- Born: 1903 Easley, SC
- Died: September 10, 1988 (aged 84–85) Columbia, SC (laid to rest in Greenlawn Memorial Park)
- Education: Pre-Med at College of Charleston 1926: Medical Degree at the Medical College of the State of South Carolina 1937: Masters Degree from Harvard University
- Occupation(s): Health Officer In Spartanburg County Director of the Board of Health’s Division of Maternal and Child Health in Columbia, South Carolina Deputy Commissioner of the South Carolina Department of Health and Environmental Control Chief of the Bureau of Community Health Services

= Hilla Sheriff =

American physician (1903–1988)

Dr. Hilla Sheriff (1903 – September 10, 1988) was a South Carolina physician whose positions included being a Health Officer in Spartanburg County and being the Director of the Board of Health's Division of Maternal and Child Health in Columbia, South Carolina. Gender barriers were present in the South at this time which she navigated through in her practice. She became one of the most respected medical officials in the twentieth century. She devoted much of her life to eradicating diseases, such as pellagra and diphtheria, which plagued the poor and marginalized communities of South Carolina. During her career, she also made improvements to contraception, maternity care, and family planning practices.

== Early life ==
Sheriff was born into a well-to-do South Carolina family and was the fifth child of seven. Her father, John Washington Sheriff, was a retail lumberman, and her mother a woman of “medical and educational philanthropy.”

From a young age, she envisioned becoming a doctor, taking on this role when caring for her family's chickens, and playing with her dolls. She faced some doubt with the idea of studying medicine from her parents, as they thought it a “childish fantasy.” However, this did not keep her from attending the College of Charleston for two years before transferring to the Medical College of the State of South Carolina where she received her M.D. in 1926. Then, she interned at the Hospital of the Women's Medical College of Pennsylvania and completed her residencies at the Children's Hospital in Washington, DC, and the Willard Parker Contagious Disease Hospital in New York.

== Career ==

=== Early career ===
She returned to Spartanburg, South Carolina in 1929 where she struggled to open a pediatrics practice for 2 years. Sheriff then received an invitation from the American Women's Hospitals Service to direct a unit in the Piedmont area of South Carolina, marking the beginning of her career in public health. As the Depression set in, Pellagra, a deficiency disease characterized by diarrhea, dermatitis, dementia, and death, hit the poor Piedmont mill villages of South Carolina.
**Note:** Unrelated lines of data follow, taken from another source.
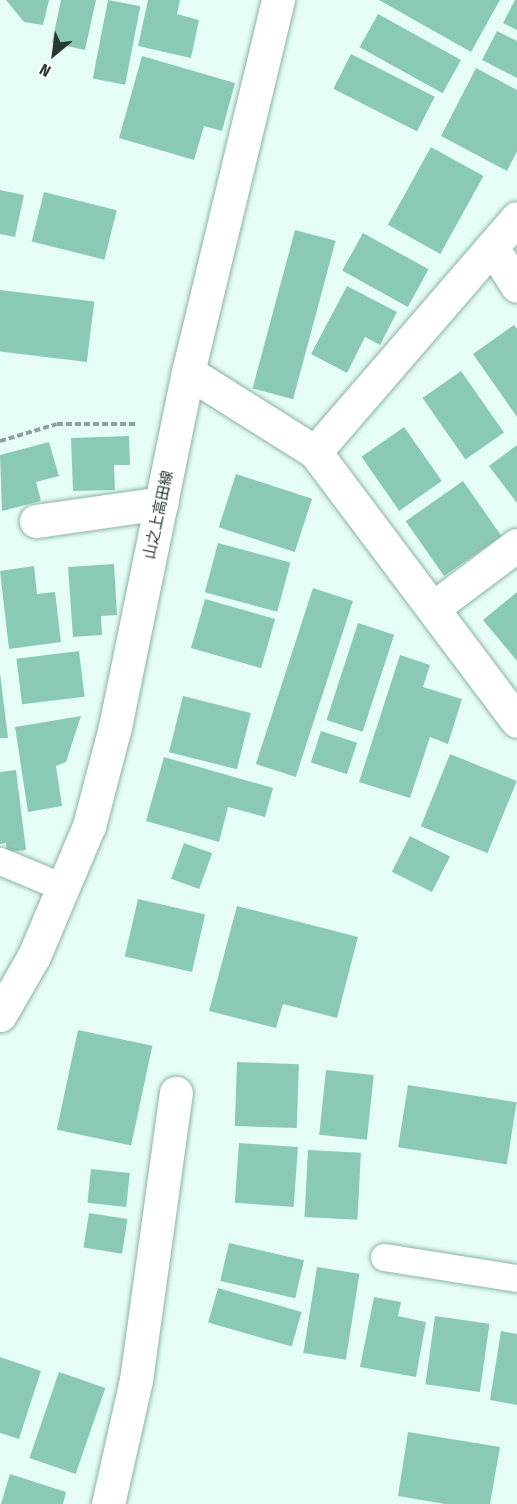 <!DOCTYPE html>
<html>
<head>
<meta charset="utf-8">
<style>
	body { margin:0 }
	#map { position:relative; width:517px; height:1504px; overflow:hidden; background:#e5fdf6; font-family:"Fira Sans Condensed","Noto Sans JP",sans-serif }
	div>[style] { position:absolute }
	.building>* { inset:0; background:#8bc9b7; transform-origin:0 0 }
	.path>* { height:4px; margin-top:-2px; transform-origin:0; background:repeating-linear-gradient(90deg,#8da29c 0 6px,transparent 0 9px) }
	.roads { filter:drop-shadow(0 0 2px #8cb3a7) drop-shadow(0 0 2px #8cb3a7) }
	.service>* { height:27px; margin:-13.5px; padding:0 13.5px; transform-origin:13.5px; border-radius:13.5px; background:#fff }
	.minor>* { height:33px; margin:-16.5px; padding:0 16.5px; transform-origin:16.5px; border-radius:16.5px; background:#fff }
	.tertiary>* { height:33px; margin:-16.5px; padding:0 16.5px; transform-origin:16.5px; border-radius:16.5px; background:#fff }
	span { translate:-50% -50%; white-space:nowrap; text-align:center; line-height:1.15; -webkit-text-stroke:4.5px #fff; paint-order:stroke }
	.street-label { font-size:15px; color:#283833 }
	.north { position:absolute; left:24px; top:24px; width:60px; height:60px; -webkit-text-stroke:4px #fff; paint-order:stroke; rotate:209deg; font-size:16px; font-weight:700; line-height:24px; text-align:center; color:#283833 }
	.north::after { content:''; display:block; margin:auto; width:21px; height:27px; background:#283833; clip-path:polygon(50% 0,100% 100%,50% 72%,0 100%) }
</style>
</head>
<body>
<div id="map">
	<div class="building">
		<i style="clip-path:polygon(6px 0,49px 0,43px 25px,24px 22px)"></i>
		<i style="clip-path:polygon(61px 0,96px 0,85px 50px,52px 43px)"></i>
		<i style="left:108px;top:0;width:33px;height:80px;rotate:11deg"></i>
		<i style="clip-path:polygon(148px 0,180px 0,177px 14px,199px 20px,191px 58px,138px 46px)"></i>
		<i style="clip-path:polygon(379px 0,500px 0,471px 52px)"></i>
		<i style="clip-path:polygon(515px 0,517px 0,517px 30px,503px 23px)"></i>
		<i style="left:378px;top:14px;width:95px;height:38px;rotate:29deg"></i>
		<i style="clip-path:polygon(497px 31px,517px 41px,517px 78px,482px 60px)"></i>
		<i style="left:351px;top:54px;width:94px;height:39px;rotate:27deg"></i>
		<i style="clip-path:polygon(142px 56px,235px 83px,222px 131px,204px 126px,194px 160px,119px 138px)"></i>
		<i style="clip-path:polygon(476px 68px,517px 90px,517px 151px,507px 171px,441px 136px)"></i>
		<i style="left:431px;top:147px;width:60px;height:89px;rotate:29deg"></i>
		<i style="clip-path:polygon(0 190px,24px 195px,15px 237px,0 234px)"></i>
		<i style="left:44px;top:192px;width:75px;height:51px;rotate:14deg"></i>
		<i style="left:295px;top:230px;width:42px;height:164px;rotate:15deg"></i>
		<i style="left:363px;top:233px;width:75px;height:43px;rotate:29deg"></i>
		<i style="clip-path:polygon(347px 286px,397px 312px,380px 345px,365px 337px,347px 373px,311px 354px)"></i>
		<i style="left:0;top:290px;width:95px;height:61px;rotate:7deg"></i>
		<i style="clip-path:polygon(514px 325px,517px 329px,517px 417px,473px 354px)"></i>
		<i style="left:461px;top:371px;width:75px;height:47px;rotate:55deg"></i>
		<i style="left:404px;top:427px;width:66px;height:52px;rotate:55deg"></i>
		<i style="clip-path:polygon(129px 436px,130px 465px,114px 465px,115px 490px,73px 491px,71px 438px)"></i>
		<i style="clip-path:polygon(49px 442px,59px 476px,36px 482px,41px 501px,2px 511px,0 455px)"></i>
		<i style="clip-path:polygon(517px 445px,517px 503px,489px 466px)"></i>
		<i style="left:236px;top:474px;width:80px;height:56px;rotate:18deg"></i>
		<i style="left:463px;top:481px;width:67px;height:70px;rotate:55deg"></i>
		<i style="left:218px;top:543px;width:75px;height:51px;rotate:15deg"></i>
		<i style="clip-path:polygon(114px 564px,117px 615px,101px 616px,102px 635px,73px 637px,68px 567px)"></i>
		<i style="clip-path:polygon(34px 566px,37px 594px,55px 592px,61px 642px,9px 649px,0 571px)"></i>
		<i style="left:313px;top:588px;width:42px;height:185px;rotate:18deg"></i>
		<i style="clip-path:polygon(517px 592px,517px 661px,483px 620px)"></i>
		<i style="left:205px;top:599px;width:73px;height:51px;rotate:16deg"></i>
		<i style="left:358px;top:623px;width:38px;height:102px;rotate:18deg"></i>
		<i style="left:79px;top:651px;width:46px;height:63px;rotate:83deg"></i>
		<i style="clip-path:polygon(400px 655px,430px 665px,423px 687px,462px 699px,448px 744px,430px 737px,410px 798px,359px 782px)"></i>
		<i style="clip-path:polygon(0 673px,8px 738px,0 738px)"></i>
		<i style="left:183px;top:696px;width:70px;height:58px;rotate:14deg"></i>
		<i style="clip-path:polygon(81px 716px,66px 762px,56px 766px,62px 806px,28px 812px,15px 727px)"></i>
		<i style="left:321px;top:731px;width:38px;height:33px;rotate:18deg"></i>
		<i style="left:450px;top:754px;width:72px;height:78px;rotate:22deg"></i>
		<i style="clip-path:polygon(164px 757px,273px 788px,265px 817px,228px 807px,219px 842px,146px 821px)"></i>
		<i style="clip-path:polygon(16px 770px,26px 850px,7px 852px,6px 843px,0 844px,0 772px)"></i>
		<i style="left:410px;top:836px;width:45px;height:40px;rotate:27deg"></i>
		<i style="left:184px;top:843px;width:30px;height:38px;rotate:20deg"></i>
		<i style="left:138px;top:899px;width:69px;height:59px;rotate:13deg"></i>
		<i style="clip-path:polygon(237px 906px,358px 937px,337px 1018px,283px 1004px,276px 1028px,209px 1011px)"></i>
		<i style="left:78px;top:1030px;width:76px;height:102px;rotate:12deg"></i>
		<i style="left:237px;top:1062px;width:62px;height:64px;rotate:2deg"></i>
		<i style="left:326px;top:1070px;width:48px;height:65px;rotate:6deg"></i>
		<i style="left:408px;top:1085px;width:110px;height:63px;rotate:9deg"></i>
		<i style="left:239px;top:1143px;width:59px;height:60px;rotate:4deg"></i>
		<i style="left:308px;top:1150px;width:53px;height:67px;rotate:3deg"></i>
		<i style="left:91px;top:1169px;width:39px;height:34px;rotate:6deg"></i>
		<i style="left:89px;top:1213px;width:39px;height:35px;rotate:9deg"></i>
		<i style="left:229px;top:1243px;width:77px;height:39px;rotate:13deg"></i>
		<i style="left:317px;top:1267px;width:43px;height:87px;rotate:9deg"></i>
		<i style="left:218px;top:1288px;width:87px;height:36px;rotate:16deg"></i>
		<i style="clip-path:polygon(374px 1297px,401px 1302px,398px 1316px,426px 1322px,416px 1377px,360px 1367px)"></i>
		<i style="left:435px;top:1316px;width:55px;height:69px;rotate:8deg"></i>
		<i style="clip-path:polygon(501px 1331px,517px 1334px,517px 1405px,490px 1400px)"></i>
		<i style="clip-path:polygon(0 1357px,41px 1371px,19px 1439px,0 1433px)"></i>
		<i style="left:59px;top:1372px;width:49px;height:91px;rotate:19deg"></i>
		<i style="clip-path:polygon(408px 1432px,500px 1447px,490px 1504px,445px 1504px,398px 1496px)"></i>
		<i style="clip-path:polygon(10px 1474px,66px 1492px,63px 1504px,1px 1504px)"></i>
	</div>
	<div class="path">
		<i style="left:0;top:441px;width:59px;rotate:-16.6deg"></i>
		<i style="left:57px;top:424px;width:78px"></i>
	</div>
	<div class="roads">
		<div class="service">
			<i style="left:0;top:861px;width:68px;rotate:22.4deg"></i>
			<i style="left:384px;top:1257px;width:135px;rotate:9deg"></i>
		</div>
		<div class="minor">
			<i style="left:492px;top:247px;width:46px;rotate:57.3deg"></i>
			<i style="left:188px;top:372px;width:150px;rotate:32.2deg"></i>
			<i style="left:315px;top:452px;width:336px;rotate:53.1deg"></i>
			<i style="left:315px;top:452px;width:309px;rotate:-49.2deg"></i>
			<i style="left:36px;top:521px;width:127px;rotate:-8.1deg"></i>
			<i style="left:433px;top:608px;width:105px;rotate:-36.9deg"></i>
			<i style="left:108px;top:1504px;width:127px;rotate:-77.3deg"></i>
			<i style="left:136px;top:1380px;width:290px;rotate:-82.1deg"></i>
		</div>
		<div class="tertiary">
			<i style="left:0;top:1015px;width:68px;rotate:-60deg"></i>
			<i style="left:34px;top:956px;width:141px;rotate:-67.1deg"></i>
			<i style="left:89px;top:826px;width:102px;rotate:-75.3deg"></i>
			<i style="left:115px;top:727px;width:362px;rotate:-78.4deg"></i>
			<i style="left:188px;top:372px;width:383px;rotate:-76.4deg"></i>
		</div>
	</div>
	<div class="street-label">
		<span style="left:159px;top:515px;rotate:-78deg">山之上高田線</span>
	</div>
	<div class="north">N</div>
</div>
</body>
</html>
During this time, Sheriff focused on her efforts on eliminating this disease and providing aid to working mothers through a “healthmobile,” a mobile clinic where she demonstrated healthy cooking practices, instructed women how to properly can fruits and vegetables, and examined the sick. This endeavor was highly successful, as Spartanburg saw a 50% reduction in pellagra from 1931 to 1933. Next, Sheriff opened four health clinics with assistance from the American Women's Hospital units she was in charge of. They provided assistance to mothers and infants and trained “health aids,” who took their skills out into the rural communities.

=== Late career ===
In 1933, Sheriff was selected as the assistant director of the Spartanburg County, South Carolina Health Department. She became the director four years later. Spartanburg County Health Department was the most active health department during the time she was in charge, so active that Sheriff and other personnel were often lent to other counties. She was on the forefront of establishing the first family planning clinic in the United States that was affiliated with a county health department. She was the first female health officer who focused greatly on the needs of women and children. Sheriff went on to study public health at Harvard University upon receiving a Rockefeller Foundation Fellowship in 1936. She earned her Masters of Public Health the following year. In 1940, she took the position of assistant director of the Division of Maternal and Child Health in Columbia, South Carolina. Throughout the 1940s and 1950s, she focused her efforts on programs to train and license midwives and later advocated for the prevention of child abuse. Sheriff retired from her positions as the deputy commissioner of the State Department of Health and Environmental Control and chief of the Bureau of Community Health Services in 1974.

== Personal life ==
Sheriff married Dr. George Henry Zerbst at the age of 37, a former instructor. Her husband was an ophthalmologist, and they broke the conventional expectations of life revolved around family life. They spent a lot of time together, but they did not settle down and have kids. He died 33 years before she did. After she retired, she traveled the world, including South America, to help create programs in many different communities. She is an example of someone truly devoted to her work.